I am going to go play with it now.


----------



## Xnats (Dec 5, 2010)

Ok TJ, I'll have to recommend Trainz. I bought Trainz12 a while back and it pretty addicting. Trainz itself as a railroad simulator sucks pretty bad. It came with 3 little USA routes that were fun for the first week. It also comes with some European routes but I never even looked into those. 
What the game should be marketed as and it is not is a Railroad Sandbox. If you can imagine it, you can build it with Trainz. I had to take down my Buckbed special and replace it with a computer/ homework station. Both my son and I have been pretty bummed since we both enjoyed playing/working on it. With Trainz, I build little routes and he runs them. Not to sound offline but why watch a model train go around a oval, when you can build a route through the mountains, lash up 20 engines and pull 150 cars across a scenic landscape. The two of us have been having a blast with it. 
I'll for warn ya, you need to have decent computer for things to run smooth. I can run most of the stuff I build on max setting but some of the routes that you can download just crash my comp. Then again they are huge maps and really need to be ran with a 64 bit operating system. I'm still on XP because of work.

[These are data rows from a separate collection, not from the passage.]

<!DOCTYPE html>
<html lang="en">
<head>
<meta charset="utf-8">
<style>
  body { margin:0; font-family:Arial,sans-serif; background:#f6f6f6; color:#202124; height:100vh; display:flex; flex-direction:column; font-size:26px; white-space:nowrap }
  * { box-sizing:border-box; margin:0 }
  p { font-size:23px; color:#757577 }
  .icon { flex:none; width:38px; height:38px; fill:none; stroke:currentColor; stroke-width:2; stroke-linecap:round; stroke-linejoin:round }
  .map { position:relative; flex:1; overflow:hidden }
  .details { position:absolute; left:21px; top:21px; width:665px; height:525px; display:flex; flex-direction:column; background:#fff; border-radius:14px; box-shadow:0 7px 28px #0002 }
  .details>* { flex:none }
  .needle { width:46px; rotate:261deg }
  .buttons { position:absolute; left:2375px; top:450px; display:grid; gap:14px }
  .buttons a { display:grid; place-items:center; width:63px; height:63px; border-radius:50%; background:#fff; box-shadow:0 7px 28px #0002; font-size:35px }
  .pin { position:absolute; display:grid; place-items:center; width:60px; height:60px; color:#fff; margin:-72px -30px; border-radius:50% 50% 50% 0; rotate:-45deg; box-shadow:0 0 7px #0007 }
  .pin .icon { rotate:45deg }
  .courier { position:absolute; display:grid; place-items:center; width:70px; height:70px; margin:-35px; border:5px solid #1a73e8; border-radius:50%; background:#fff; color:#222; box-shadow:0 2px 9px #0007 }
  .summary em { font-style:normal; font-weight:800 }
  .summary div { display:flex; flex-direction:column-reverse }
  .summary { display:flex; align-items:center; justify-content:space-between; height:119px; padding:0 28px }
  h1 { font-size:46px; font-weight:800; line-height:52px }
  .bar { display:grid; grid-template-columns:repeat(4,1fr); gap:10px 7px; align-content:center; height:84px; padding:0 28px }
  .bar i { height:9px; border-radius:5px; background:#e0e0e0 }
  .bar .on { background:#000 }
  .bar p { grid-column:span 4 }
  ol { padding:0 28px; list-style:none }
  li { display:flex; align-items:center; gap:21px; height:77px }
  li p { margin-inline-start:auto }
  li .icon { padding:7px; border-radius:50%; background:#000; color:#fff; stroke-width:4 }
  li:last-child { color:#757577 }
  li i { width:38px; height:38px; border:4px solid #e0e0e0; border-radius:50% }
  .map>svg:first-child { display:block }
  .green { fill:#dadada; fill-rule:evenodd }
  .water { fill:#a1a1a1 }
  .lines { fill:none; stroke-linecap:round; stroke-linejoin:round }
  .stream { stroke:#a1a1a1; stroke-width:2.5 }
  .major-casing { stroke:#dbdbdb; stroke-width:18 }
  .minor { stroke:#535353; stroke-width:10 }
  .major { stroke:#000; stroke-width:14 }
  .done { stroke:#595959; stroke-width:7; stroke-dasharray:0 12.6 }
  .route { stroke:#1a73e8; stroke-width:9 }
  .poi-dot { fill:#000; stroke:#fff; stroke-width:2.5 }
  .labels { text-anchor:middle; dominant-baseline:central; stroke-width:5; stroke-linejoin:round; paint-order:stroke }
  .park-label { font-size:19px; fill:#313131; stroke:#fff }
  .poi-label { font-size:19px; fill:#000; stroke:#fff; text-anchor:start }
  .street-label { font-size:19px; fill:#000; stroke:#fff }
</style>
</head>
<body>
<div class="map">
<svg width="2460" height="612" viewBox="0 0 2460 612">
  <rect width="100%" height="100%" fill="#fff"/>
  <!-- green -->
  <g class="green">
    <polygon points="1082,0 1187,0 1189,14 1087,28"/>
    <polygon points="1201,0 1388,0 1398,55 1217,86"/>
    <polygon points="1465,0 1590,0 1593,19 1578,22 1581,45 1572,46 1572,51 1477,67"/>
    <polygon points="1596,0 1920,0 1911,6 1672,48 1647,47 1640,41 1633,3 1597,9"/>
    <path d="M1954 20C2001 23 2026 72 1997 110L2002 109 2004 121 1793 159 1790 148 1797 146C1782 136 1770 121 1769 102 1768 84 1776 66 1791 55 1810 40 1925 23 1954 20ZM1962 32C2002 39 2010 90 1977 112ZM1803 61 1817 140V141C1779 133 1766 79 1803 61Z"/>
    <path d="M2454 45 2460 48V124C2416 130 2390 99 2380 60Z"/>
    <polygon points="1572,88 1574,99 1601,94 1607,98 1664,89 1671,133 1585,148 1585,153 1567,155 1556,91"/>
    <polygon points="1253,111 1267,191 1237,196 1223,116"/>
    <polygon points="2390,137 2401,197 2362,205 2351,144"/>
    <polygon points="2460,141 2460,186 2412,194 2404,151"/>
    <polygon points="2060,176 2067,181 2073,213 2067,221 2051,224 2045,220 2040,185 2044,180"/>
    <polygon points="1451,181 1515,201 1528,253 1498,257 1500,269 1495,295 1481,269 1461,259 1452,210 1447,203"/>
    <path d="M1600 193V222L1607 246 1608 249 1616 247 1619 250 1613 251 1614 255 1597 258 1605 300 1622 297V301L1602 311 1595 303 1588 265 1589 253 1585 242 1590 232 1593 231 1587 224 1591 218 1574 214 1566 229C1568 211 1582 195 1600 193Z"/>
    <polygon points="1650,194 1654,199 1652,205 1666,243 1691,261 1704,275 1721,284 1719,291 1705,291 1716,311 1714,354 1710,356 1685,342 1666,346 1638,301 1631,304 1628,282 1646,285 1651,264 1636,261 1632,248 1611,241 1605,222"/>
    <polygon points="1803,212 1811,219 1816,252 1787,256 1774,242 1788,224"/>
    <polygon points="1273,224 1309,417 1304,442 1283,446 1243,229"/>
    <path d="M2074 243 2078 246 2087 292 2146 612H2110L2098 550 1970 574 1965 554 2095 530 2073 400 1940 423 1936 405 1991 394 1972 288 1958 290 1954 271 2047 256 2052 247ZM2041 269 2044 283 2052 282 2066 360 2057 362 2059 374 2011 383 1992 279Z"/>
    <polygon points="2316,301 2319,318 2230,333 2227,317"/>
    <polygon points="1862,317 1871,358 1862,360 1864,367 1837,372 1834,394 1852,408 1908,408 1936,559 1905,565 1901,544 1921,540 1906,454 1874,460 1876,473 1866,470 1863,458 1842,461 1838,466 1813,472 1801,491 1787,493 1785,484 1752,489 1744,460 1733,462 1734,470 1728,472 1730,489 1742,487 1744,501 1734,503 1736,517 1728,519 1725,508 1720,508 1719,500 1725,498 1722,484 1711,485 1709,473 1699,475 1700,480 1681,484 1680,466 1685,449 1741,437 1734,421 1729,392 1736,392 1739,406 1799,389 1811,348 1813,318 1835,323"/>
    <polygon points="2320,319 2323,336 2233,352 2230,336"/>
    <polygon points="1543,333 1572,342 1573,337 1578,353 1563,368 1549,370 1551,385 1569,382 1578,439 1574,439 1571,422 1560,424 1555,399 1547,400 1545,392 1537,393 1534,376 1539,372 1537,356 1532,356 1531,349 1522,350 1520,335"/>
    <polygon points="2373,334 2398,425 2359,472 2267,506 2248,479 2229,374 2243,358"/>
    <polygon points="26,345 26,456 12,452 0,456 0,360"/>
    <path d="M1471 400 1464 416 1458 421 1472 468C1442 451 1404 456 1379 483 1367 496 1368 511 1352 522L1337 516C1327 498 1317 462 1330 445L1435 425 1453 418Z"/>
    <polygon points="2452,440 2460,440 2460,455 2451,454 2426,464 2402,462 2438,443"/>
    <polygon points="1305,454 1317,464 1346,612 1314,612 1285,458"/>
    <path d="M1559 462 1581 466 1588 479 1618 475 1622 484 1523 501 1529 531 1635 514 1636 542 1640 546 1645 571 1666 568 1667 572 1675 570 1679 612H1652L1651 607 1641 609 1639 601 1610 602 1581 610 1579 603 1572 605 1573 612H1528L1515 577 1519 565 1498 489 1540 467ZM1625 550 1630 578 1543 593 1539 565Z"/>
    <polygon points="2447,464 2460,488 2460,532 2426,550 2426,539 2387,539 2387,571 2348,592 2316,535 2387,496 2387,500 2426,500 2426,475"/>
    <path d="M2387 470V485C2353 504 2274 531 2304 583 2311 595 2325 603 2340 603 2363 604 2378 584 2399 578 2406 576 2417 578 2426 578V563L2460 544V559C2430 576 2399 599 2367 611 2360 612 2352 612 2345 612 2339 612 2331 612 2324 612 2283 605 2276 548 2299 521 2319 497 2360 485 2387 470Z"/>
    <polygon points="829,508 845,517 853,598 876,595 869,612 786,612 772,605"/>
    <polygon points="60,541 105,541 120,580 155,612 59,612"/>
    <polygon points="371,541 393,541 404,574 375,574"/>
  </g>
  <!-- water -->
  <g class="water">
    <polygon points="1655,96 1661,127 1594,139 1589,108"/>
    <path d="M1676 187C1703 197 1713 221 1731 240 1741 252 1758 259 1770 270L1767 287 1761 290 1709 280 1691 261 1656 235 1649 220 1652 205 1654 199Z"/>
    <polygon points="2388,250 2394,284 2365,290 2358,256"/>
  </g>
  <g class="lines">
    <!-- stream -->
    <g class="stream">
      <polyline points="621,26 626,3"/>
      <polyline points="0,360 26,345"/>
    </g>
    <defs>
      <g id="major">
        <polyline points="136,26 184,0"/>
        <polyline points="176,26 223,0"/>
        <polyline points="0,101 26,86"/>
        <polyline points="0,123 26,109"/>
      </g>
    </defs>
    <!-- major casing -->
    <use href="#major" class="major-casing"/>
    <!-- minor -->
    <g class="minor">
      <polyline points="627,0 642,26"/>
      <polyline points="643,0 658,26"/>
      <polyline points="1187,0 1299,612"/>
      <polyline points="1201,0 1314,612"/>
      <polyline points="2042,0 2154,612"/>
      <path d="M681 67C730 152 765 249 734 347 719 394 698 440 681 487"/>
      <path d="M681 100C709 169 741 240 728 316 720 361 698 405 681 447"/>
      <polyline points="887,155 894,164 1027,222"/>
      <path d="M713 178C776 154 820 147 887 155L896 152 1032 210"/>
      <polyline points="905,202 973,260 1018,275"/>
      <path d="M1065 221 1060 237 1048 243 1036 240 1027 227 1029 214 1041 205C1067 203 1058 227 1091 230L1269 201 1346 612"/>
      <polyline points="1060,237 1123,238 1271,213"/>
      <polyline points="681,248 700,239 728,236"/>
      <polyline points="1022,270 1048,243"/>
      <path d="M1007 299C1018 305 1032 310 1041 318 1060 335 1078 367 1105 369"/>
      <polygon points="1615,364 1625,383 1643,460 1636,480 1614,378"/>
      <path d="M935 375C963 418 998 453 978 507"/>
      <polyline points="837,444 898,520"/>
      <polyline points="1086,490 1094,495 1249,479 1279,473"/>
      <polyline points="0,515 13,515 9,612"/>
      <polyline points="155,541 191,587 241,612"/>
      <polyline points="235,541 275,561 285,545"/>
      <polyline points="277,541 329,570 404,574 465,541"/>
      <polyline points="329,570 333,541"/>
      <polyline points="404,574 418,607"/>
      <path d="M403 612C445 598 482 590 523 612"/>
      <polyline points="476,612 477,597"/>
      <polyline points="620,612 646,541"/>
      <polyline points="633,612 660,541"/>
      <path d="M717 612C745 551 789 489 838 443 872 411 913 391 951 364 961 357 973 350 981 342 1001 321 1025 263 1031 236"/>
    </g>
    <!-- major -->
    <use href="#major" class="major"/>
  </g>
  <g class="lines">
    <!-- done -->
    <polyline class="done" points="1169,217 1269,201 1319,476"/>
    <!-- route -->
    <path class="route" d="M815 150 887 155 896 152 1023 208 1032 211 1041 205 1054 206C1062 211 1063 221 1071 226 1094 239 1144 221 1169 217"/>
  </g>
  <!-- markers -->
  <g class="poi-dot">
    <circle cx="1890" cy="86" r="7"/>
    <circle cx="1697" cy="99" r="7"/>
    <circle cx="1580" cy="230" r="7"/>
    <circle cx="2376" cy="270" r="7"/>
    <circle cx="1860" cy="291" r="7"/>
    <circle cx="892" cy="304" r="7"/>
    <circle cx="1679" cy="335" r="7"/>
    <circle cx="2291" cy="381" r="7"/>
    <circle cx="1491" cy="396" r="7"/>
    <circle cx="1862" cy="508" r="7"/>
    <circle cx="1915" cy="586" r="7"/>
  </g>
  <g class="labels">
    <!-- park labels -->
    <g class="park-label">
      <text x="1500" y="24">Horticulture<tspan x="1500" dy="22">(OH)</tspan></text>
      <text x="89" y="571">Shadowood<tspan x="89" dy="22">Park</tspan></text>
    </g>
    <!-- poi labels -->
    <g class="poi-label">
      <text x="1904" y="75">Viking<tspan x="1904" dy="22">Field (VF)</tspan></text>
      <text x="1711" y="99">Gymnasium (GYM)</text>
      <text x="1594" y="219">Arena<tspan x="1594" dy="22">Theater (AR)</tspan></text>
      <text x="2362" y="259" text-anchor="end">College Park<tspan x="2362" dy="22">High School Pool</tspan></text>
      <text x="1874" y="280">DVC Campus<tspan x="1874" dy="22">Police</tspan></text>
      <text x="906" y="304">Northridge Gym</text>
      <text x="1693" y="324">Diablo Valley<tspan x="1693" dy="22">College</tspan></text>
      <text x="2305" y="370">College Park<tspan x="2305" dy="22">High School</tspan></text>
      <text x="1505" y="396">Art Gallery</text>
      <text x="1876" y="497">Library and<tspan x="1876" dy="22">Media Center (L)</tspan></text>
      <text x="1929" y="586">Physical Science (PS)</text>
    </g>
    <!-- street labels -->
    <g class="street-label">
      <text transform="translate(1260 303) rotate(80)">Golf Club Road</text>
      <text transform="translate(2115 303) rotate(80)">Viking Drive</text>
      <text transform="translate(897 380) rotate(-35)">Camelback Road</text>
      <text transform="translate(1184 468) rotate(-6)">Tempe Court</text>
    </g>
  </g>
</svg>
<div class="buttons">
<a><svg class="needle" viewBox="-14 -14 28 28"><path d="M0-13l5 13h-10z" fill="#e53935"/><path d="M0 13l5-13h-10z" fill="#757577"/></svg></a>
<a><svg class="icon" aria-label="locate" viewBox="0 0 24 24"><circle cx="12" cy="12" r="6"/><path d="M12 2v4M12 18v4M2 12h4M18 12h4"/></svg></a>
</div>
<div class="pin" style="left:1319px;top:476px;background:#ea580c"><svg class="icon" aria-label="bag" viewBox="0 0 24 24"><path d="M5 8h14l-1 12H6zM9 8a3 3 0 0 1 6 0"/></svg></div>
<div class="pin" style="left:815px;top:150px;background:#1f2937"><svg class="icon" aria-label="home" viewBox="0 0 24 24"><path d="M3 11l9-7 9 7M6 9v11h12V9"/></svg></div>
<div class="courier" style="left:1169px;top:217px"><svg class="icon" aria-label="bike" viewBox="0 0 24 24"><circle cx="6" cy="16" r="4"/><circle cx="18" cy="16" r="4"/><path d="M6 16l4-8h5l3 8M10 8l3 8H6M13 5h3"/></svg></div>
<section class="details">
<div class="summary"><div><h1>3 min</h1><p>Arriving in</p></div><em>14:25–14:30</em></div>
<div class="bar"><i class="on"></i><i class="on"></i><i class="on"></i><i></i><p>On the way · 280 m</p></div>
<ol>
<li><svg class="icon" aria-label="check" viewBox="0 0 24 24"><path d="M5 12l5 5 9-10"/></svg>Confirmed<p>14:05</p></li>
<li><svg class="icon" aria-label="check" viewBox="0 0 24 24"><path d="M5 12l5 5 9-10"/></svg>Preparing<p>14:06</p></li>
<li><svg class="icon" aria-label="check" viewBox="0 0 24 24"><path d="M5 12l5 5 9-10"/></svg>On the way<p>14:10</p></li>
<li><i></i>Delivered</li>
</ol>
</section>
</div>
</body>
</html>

Their game engine only really draws from 2 gig of ram but it really works the processor hard. 
Here is their forum. The only thing that I can personally find that is better with Microsoft versions, are train crashes are more realistic. 
http://forums.auran.com/trainz/index.php


----------



## Big Ed (Jun 16, 2009)

And don't even bother with the link I put in.

I deleted it from my computer all ready.:thumbsdown:


----------



## gc53dfgc (Apr 13, 2010)

*cracks Knuckles* 

"Time to get down to business."

Each of the simulators has a different strong point and weakness. Trainz is great all around but some of the crash dynamics need some work and it is a little wasteful on resources (RAM, CPU, ETC.) but it has the simple fact that it has hundreds of free add-ons as well as payware, as well as a lot of premade content and the controls are easy to understand whether it be to build an empire from scratch or run locomotives and keep to schedules like in the real world. 

Railworks 3 (the newest version of railworks, which is replaced with a new one about every year.) Is also good in most aspects except for the building of new layouts and scenarios to operate trains in which makes it somewhat limited. Then there is the fact you only get a very small amount of engines when you buy just the game so you are forced to buy DLC (downloadable Content) to get more engines, scenarios, and train cars which each pack runs from 5 to 10 dollars. It has a better crashing system but still a little lacking for how advanced everything is now a days. 

Microsoft Train Simulator, is preferably one of my favorites while being really old it had decent graphics which can now be upgraded, super realistic train crashes, and lots of free add on content plus tools you can buy which make it simple to build a new scenario to run engines in as well as make your own custom engines. The only draw back is that Microsoft was working on a second better one that was cancelled last minute when all that was left was packaging so it is obviously starting to show some age. 

Train Player, I have used and without buying the full version you can only do 2-d layouts that are very limited and judging by the graphics work that was put into it I doubt it would make a very good 3-d system for simulation and there is not much for prototypical running of trains on a schedule. Only good thing is that building a new layout is simple as pie but the others are not much harder either. 

3D Model trains, Is by far the worst 3D model train scenario/simulator out of the bunch. It extremely limits you to engines, scenery, detail, and scenarios if any that can be made. There is truly no strong points that I can bring about for this simulator so I would just recommend avoiding it altogether. 

So Trainz 2012 would rank highest but make sure your system can handle it, the same goes for Railworks 3 which is second on the list lead up buy the previous trainz games and Railworks which are all worth getting eventually. I would put Microsoft Train Simulator up there in spot three but I am unsure if you can even buy it still so freeware or pirating it may be the only way to get the game which is not to much to worry about because of how old it is nothing would be done about it. This is the only game i will even remotely suggest pirating and getting just because you may be unable to find it and it is not worth not playing. 

That should help you decide on the right train simulator but I say just get the top three I listed as eventually you will want to play them all and will enjoy them all.


----------



## tjcruiser (Jan 10, 2010)

Ed, Stan, GC,

Thank you ALL for your insightful comments above. Very informative, and much appreciated. Armed with your reviews, I'll do some more 'net reading.

I'm off to a MA train show with the kids today ... perhaps they have some software demos there?

Again, I really appreciate you all taking the time to share your insight ... very, very helpful on my end!

Cheers,

TJ


----------